Brenda Kimble, city school board president, maintains she picked the right person to serve on the schools’ academic distress commission and has filed an appeal of a judge’s decision that ordered her to appoint an active classroom teacher.

“It’s disappointing to me,” Kimble said. “Frankly, I took a long time and really thought over who should be in that seat. I went to the law. I just wish that instead of the magistrate and the judge forming their own opinion of what a teacher is, they went with the law.”

A motion filed Thursday asks Judge Lou A. D’Apolito of Mahoning County Common Pleas Court to issue a stay of his order directing Kimble to appoint a teacher to the commission by today, during the appeal to the 7th District Court of Appeals.

On Wednesday, Judge D’Apolito affirmed an earlier decision by Dan Dascenzo, a magistrate, that said Kimble’s appointment to the commission should be an active classroom teacher.

Paula Valentini, a spokeswoman for the Youngstown Education Association, the teachers union, isn’t surprised that Kimble is appealing.

“Teachers continue to hope that our board will demonstrate respect for their teachers by agreeing that teachers would have the most beneficial input to add to an academic commission,” she said.

Kimble refers to a section of Ohio law that defines a teacher as anyone licensed by the state and employed by the district as a superintendent, principal, instructor or other posts.

Kimble appointed Carol Staten, who at the time of the appointment was a substitute administrator. She has since been appointed to a principal position for the remainder of the school year.

Substitute administrators fill in where needed in the district, including teaching students in classrooms.

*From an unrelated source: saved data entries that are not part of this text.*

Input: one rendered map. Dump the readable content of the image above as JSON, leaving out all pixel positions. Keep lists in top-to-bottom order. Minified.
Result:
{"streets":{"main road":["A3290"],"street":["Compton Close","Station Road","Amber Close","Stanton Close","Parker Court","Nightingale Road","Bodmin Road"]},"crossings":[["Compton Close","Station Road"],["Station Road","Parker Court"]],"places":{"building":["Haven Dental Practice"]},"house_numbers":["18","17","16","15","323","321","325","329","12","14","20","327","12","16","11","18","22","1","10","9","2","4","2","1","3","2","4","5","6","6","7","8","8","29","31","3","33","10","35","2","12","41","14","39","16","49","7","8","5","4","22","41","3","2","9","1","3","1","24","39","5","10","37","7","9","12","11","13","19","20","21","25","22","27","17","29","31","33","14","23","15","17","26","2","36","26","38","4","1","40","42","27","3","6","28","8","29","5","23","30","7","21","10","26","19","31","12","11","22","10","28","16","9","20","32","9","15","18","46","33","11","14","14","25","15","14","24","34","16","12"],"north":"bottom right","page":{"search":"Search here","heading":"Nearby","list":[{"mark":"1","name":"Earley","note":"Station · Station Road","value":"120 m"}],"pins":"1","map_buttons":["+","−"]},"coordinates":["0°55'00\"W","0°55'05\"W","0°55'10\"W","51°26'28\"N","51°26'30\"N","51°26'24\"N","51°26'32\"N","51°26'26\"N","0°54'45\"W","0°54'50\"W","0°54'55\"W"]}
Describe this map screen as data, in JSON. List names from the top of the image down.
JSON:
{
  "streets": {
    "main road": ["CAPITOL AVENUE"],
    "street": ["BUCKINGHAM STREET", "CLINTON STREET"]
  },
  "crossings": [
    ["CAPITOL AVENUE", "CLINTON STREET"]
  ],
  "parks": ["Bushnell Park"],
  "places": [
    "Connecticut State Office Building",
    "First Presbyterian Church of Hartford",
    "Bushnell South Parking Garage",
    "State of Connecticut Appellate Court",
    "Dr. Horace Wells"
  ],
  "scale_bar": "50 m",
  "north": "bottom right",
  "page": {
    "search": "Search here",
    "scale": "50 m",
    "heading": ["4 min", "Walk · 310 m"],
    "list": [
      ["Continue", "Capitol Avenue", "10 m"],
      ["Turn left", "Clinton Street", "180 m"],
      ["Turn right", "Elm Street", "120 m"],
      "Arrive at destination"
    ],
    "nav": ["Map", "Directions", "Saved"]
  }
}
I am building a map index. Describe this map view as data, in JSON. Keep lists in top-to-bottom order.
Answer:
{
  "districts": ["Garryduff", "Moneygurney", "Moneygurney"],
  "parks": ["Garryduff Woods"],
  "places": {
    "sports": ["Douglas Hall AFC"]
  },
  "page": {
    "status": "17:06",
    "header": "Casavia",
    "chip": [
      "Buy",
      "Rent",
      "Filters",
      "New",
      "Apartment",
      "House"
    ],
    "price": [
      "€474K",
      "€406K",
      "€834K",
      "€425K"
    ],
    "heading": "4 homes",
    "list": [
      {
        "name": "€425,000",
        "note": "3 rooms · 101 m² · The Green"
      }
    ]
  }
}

Staten retired as a principal in 2008.

Under the Youngstown Plan, a law enacted last summer, a five-member academic distress commission will appoint a state-paid chief executive officer to manage and run the schools.

The commission includes three members appointed by the state superintendent; one by the mayor; and one, a teacher, by the school board president.

After Kimble appointed Staten, the union filed a lawsuit arguing that the appointee should be an active classroom teacher.

The teachers union wants one of its members to be appointed, Kimble believes. She contends the appointment should be someone who understands the whole district.

“This is the last chance we have to save our school district,” Kimble said.

Kimble said Staten, who also is her distant cousin, has worked in many capacities during her career in the city schools. That work includes a secretarial job many years ago. As a substitute administrator, Staten worked for most of the 2013-14 school year as a teacher in the district, filling in during an absence, Kimble said.

If those who wrote the Youngstown Plan had wanted her to appoint an active classroom teacher, that should have been written in the law, Kimble said.

Kimble said she has the support of the “majority of the board” in pursuing an appeal but acknowledges there hasn’t been a vote about the issue. But Kimble also said that because she is the defendant, she doesn’t need the board’s consent to file the notice of appeal and the request for a stay.

She said there will be a vote today at a 5 p.m. special board meeting.

Earlier this week, Dario Hunter, a new school board member, tried to get a resolution added to the Tuesday meeting agenda, requiring board approval for legal action and consultation.

The motion to get that resolution onto the agenda failed with only Hunter and Jackie Adair in support.

Adair said that vote is the only time the board has voted on anything regarding the YEA’s case against Kimble.

“There has never been a formal discussion as to whether or not to allow Brenda to go forward with any appeals,” Adair said.

The lawsuit is against Kimble in her capacity as the school board president, so the school district is footing her legal bills.

A Vindicator examination of district legal expenses showed recent lawsuits have contributed to an increase in legal bills for the district. In 2015, legal bills and expenses related to the lawsuits, such as transcripts, copy and courier costs, total about $208,958. That compares with about $108,358 in legal expenses in 2014.